I have been a home inspector in Massachusetts for almost 30 years. During really cold periods, I have received many calls from former clients seeking advice in emergency situations. These included calls from clients after their heating systems failed or their pipes froze and the plumbers and heating contractors were overbooked. At such times, the local hardware stores have usually been out of portable heaters.

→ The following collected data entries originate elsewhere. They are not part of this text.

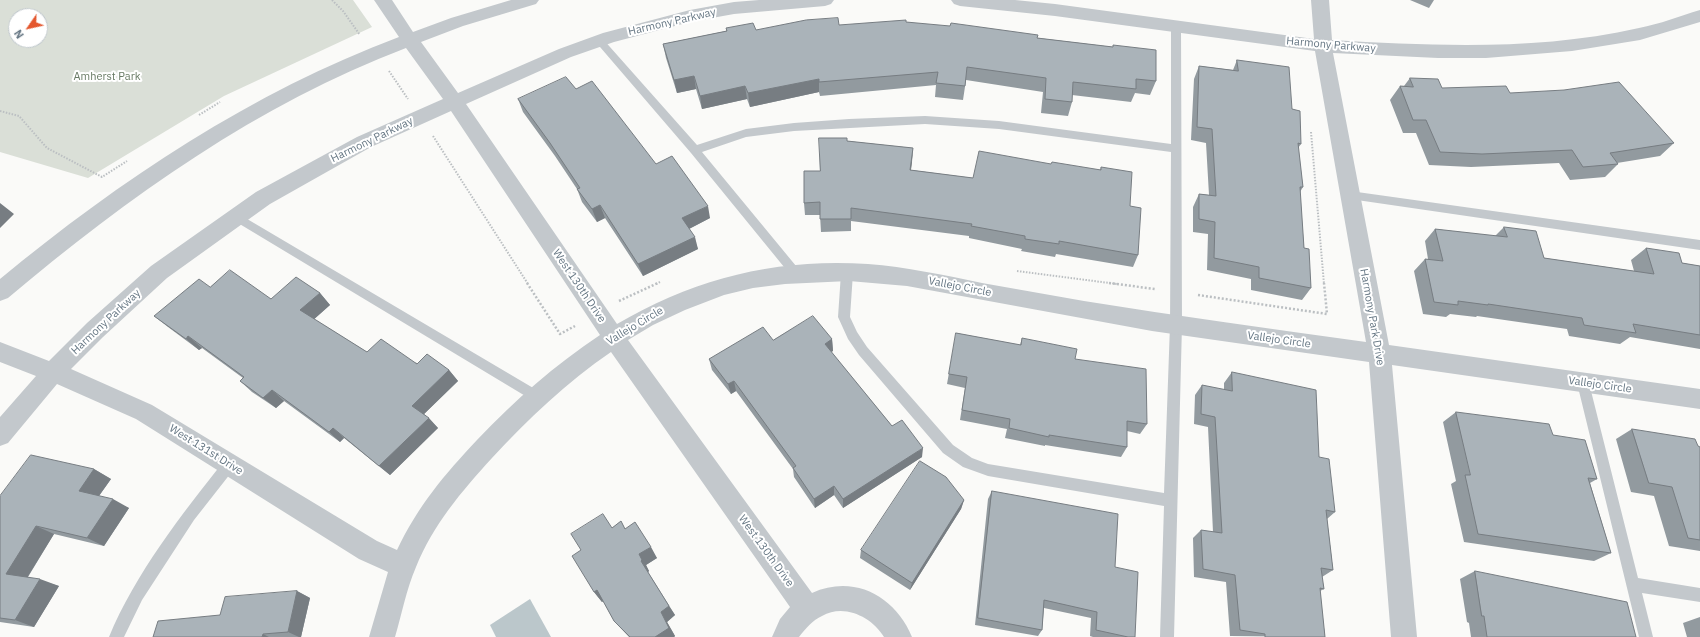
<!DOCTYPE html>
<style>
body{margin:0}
#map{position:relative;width:1700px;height:637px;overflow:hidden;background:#fafaf8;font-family:"IBM Plex Sans",sans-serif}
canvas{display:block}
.north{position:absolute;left:8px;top:8px;width:40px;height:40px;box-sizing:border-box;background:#fff;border:1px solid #c1c8cd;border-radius:50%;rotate:236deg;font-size:11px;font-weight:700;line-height:16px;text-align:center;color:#657683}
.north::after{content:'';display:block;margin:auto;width:14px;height:18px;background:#e4572e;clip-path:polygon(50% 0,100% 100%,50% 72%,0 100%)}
</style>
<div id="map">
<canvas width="1700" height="637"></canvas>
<div class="north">N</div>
</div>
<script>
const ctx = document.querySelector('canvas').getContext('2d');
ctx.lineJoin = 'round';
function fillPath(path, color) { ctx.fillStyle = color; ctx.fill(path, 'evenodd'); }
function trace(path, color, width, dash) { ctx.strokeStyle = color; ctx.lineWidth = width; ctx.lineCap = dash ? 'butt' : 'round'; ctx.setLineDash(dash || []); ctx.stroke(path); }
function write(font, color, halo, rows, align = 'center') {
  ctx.font = font + ' "IBM Plex Sans",sans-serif'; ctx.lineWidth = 4; ctx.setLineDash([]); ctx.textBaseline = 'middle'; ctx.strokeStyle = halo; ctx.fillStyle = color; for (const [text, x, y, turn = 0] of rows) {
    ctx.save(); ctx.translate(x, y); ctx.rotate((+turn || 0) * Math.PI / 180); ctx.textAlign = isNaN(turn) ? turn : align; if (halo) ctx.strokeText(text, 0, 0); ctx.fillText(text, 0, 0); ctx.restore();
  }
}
fillPath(new Path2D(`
 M0 0H353L372 27 224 96 88 178 0 152ZM16 16H40V40H16Z`), '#dadfd7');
fillPath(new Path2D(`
 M530 599 551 637H496L490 625Z`), '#bbc7cb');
trace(new Path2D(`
 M332 0 343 11 360 35
 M389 71 408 99
 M0 111 19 116 47 148 102 177 127 161
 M199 115 220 102
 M1311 132 1324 284
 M433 136 528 284
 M1017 271 1117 284
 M656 284 660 282`), '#bbbfc2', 2, [1.5, 1.5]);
trace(new Path2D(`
 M527 283 560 334 575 326
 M1109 283 1155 289
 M1198 295 1327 314 1324 283
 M619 301 658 283`), '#bbbfc2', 2.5, [2, 2]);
fillPath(new Path2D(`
 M1176 23 1181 26 1182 325 1174 637H1160L1164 506 988 476 963 467 943 453 859 355 848 339 838 317 841 273 843 270 847 268 851 270 853 273 850 317 857 332 867 347 953 445 972 458 988 464 1164 493 1170 325 1171 152 999 129 925 124 794 131 746 137 702 152 801 272 803 275 801 278 797 280 793 278 691 153 594 40 599 37 602 38 697 145 746 129 794 123 849 119 925 116 999 121 1171 144V26Z
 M1350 191 1700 240V250L1350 199 1346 198 1345 195 1346 192Z
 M237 213 540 392 542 396 540 400 536 402 532 400 233 220 231 217 233 214Z
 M1583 377 1587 379 1589 383 1638 578 1700 588V602L1642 593 1653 637H1639L1577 383 1579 379Z
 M229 459 234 461 236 465 234 469 194 520 142 600 124 637H109C135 574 182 514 224 461Z`), '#c3c8cc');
fillPath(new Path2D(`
 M374 0H392L413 32 451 18 511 0H539L536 4 463 26 421 42 458 93 559 49 603 33 690 10 734 2 759 0H834L831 4 825 6 734 14 690 22 614 42 571 57 466 104 617 324C696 278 776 258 868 264 906 267 944 275 982 283 1016 289 1050 295 1084 301 1178 316 1272 329 1366 342L1315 51 1055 16 960 6 954 4 951 0H1015L1055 4 1314 39 1311 0H1329L1332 40C1435 46 1537 51 1639 28 1660 24 1680 16 1700 10V22L1640 40 1572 51 1486 58H1438L1333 53 1389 345 1700 389V409L1392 365 1417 637H1391L1369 362 1152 331 907 286 849 281 785 284 753 288 724 295 685 310 653 325 628 340 812 593C854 574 895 596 912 637H884C872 617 844 603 822 616 813 620 805 629 799 637H772L780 619 790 607 611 352C567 382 528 419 492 458 461 492 433 525 416 567 406 590 402 614 395 637H369L388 572 359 559 136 419 57 384 8 443 0 446V417L36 376 0 362V342L49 361 87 323 151 266 256 192 357 137 443 99 406 48C258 104 128 197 8 298L0 301V279C120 180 252 92 399 37ZM451 111 600 335C555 365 515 400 477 440 444 475 418 506 397 550L377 541 152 405 71 369 103 337 167 278 270 204 371 147Z`), '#c3c8cc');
fillPath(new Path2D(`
 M1410 0H1434L1429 8Z
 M906 22 1113 47V45L1156 81 1150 95 1135 93 1131 102 1072 95V102L1068 116 1041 113 1043 92 966 80 963 100 935 97 936 85 820 96 819 92 750 107 747 99 702 109 696 89 677 93 666 58 663 44 726 31V28L756 30Z
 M1237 60 1292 109 1301 144 1298 148 1303 187 1300 192 1304 248 1311 288 1302 300 1251 290V279L1207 270 1208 234 1193 232V207L1199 194 1209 195 1206 143 1191 140 1194 79 1199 66 1233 70Z
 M1410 78 1442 88 1510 93 1674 143 1660 156 1617 163 1618 164 1605 177 1570 180 1559 163 1471 167 1429 165 1416 133H1403L1390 100 1400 86H1404Z
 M576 89 656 164 710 218 689 229 698 249 643 276 605 218 597 222 582 202 577 189 555 156 523 112 518 99Z
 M847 141 913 148 911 170 973 178 1051 164 1100 170 1101 167 1130 206 1138 255 1133 267 1056 254 1055 257 1021 251 1022 249 969 238V236L851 221V231L821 232 820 215H805L804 203 820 171Z
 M1504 227 1544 258 1634 271 1631 260 1646 248 1682 263 1700 266V349L1630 337 1620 344 1569 336 1567 329 1477 316 1476 317 1450 314 1446 317 1423 314 1414 271 1425 259H1428L1425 241 1435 229 1495 236Z
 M210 287 271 299 320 293 330 305 314 319 367 352 449 370 458 381 424 414 438 428 390 475 344 438 340 442 284 401 276 408 252 392 240 381 243 378 202 348 199 350 168 327 154 316Z
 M956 333 1020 345 1022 338 1075 359 1147 424 1140 434 1127 431V447L1121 457 1045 445V446L1005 438 1007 429 960 420 965 388 947 384Z
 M832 339 833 351 831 352 892 426 922 457 843 508 834 495 815 508 794 477 793 469 736 391 731 394 712 370 709 359 773 340Z
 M1232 372 1319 457 1335 512 1327 519 1333 570 1322 577 1324 589 1320 591 1325 637 1230 636 1226 582 1194 577 1193 538 1201 530 1213 532 1208 427 1194 424 1195 395 1202 385 1224 390V383Z
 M1456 412 1553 435 1597 479 1590 483 1611 553 1594 561 1464 542 1451 484 1456 481 1443 422Z
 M1632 429 1700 447V551L1669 546 1654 496 1631 492 1616 439Z
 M94 469 111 479 99 496 129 508 104 546 54 534 28 577 59 586 34 627 0 622V496Z
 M992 491 1115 567 1135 637H1093L1090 636 1091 618 1044 608 1042 630 1038 636 975 625 988 499Z
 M964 500 961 509 910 590 860 558 861 550Z
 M621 521 625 529 657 558 646 565 649 571 648 572 675 615 667 622 675 636 674 637H629L614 621 603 601 602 602 594 592 612 528Z
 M1475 571 1636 637H1471L1469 623 1467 622 1460 579Z
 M297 591 310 598 301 637H153Z
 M1700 617V637H1687L1683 623Z`), '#929a9f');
fillPath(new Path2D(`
 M694 76 696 89 677 93 674 80Z
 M819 79V92L750 107 748 93Z
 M745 86 747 99 702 109 700 96Z
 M913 148 912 162 909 183 910 170Z
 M0 203 14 214 0 228Z
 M600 205 605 218 597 222 592 209Z
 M708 206 710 218 685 231 682 218Z
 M695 237 698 249 643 276 638 264Z
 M320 293 330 305 311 322 300 310Z
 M188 336 202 348 199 350 186 339Z
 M832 339 833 351 825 355V344Z
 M449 370 458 381 422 416 412 406Z
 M734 381 736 391 731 394 728 384Z
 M272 390 284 401 276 408 263 398Z
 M429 418 438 428 390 475 379 466Z
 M333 428 344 438 340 442 329 432Z
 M923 448 922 457 843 508V499Z
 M94 469 111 479 96 500 79 491Z
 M834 486V495L815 508 814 499Z
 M113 499 129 508 104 546 87 538Z
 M964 500 961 509 910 590 912 583Z
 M36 526 54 534 25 581 6 574Z
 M651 547 657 558 646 565 649 571 648 572 641 561 639 554Z
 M40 579 59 586 34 627 15 620Z
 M597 590 605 600 602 602 594 592Z
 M297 591 310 598 301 637H299L288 632Z
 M669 606 675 615 667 622 675 636 674 637H655L661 612Z
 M263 634 269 637H262Z`), '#777d82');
const building = new Path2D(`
 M838 18 839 25 906 20V22L950 26 951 23 1038 35 1037 38 1113 47V45L1156 50V81L1136 79V89L1073 82 1072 102 1045 99 1046 78 967 67 965 86 936 83 938 72 819 82V79L748 93 745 86 700 96 694 76 674 80 663 44 727 31 726 28 753 23 756 30 806 20Z
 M1237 60 1289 67 1292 109 1300 111 1301 144 1298 143 1303 187H1300L1304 248 1309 249 1311 288 1259 278V267L1214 258 1215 222 1199 219V194L1216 196 1212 129 1197 127 1199 66 1238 71Z
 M566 77 576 89 592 81 656 164 672 156 708 206 682 218 695 237 638 264 600 205 592 209 577 189 580 188 550 143 518 99Z
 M1410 78 1438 79 1442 88 1506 86 1510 93 1564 90 1619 82 1674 143 1610 153 1618 164 1583 167 1572 150 1482 154 1440 152 1426 120H1413L1400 86 1413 87Z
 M819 138H847V141L913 148 910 170 973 178 979 151 1051 164 1052 162 1101 170V167L1132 172 1130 206 1141 208 1138 255 1059 241V244L1025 239V236L971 226 972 224 851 208V219H820V202L804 203V171H820Z
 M1504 227 1536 231 1544 258 1654 274 1646 248 1679 253 1682 263 1700 266V335L1633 324 1636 333 1584 325 1582 318 1488 304V305L1458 301V305L1434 302 1425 259 1443 261 1435 229 1507 237Z
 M230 270 271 299 296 277 320 293 300 310 367 352 381 339 417 364 427 354 449 370 412 406 429 418 379 466 333 428 329 432 272 390 263 398 240 381 244 377 188 336 186 339 154 316 199 279 210 287Z
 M813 316 832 339 825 344 892 426 902 420 923 448 843 499 834 486 814 499 793 468 796 466 734 381 728 384 709 359 763 327 773 340Z
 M956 333 1021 345 1022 338 1077 349 1075 359 1146 369 1147 424 1127 421V447L1049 435V437L1009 428 1010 419 962 410 967 377 949 374Z
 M1232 372 1316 390 1319 457 1329 459 1335 512 1326 510 1333 570 1321 568 1324 589 1320 588 1325 637H1265V634L1240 630 1235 575 1203 569 1201 530 1222 533 1215 417 1201 414 1202 385 1232 391Z
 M1456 412 1549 424 1553 435 1585 440 1597 479 1588 478 1611 553 1478 534 1465 475H1470Z
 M1632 429 1695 439 1698 446 1700 447V540L1688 538 1672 487 1649 483Z
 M31 455 94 469 79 491 113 499 87 538 36 526 6 574 40 579 15 620 0 618V496Z
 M920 461 946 477 964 500 912 583 861 550Z
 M992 491 1118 514 1115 567 1138 572 1135 637H1128L1096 630 1097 612 1044 600 1042 630 978 618Z
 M603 514 612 528 621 521 625 529 635 522 651 547 639 554 642 560 641 561 669 606 661 612 669 628 655 637H630L614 621 597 590 594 592 572 556 581 550 571 534Z
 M1475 571 1627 602 1636 637H1487L1484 616H1482Z
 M297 591 288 632 263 634 262 637H153L158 621 220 615 225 597Z`);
fillPath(building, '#aab3b9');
trace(building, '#777d82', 1);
write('11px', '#657683', '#fff', [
 ["Harmony Parkway",672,22,-13],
 ["Harmony Parkway",1331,45,5],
 ["Harmony Parkway",372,140,-26],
 ["West 130th Drive",579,286,56],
 ["Vallejo Circle",960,287,11],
 ["Harmony Park Drive",1372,317,80],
 ["Harmony Parkway",106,322,-43],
 ["Vallejo Circle",635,326,-31],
 ["Vallejo Circle",1279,340,8],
 ["Vallejo Circle",1600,385,8],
 ["West 131st Drive",206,450,32],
 ["West 130th Drive",766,551,54]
]);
write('11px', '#687a64', '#fff', [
 ["Amherst Park",107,77]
]);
</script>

If your furnace stops working for some reason other than a power outage, you may have an emergency warm-air furnace already: the electric clothes dryer. I instruct my clients to remove the dryer duct from the wall, clean out the lint, and aim it toward the living space. Once the dryer is turned on, there will be a blizzard of lint for a minute or so, then a steady stream of safe, warm air. If necessary, the duct can easily be extended to reach into a cold crawlspace, under the kitchen sink, or wherever else heat is needed to keep pipes from freezing. This trick cannot be used if the dryer is gas-fired because the dryer duct is venting unhealthful exhaust gases as well as moist air.
I encourage my plumbing and heating-service friends to carry a couple of lengths of flexible dryer duct in their trucks to take advantage of this technique. Once the crisis is over, I suggest that my clients replace any plastic dryer ducts with safer and more efficient rigid or flexible metal ducts and vacuum out the dryer’s outlet and the exterior damper.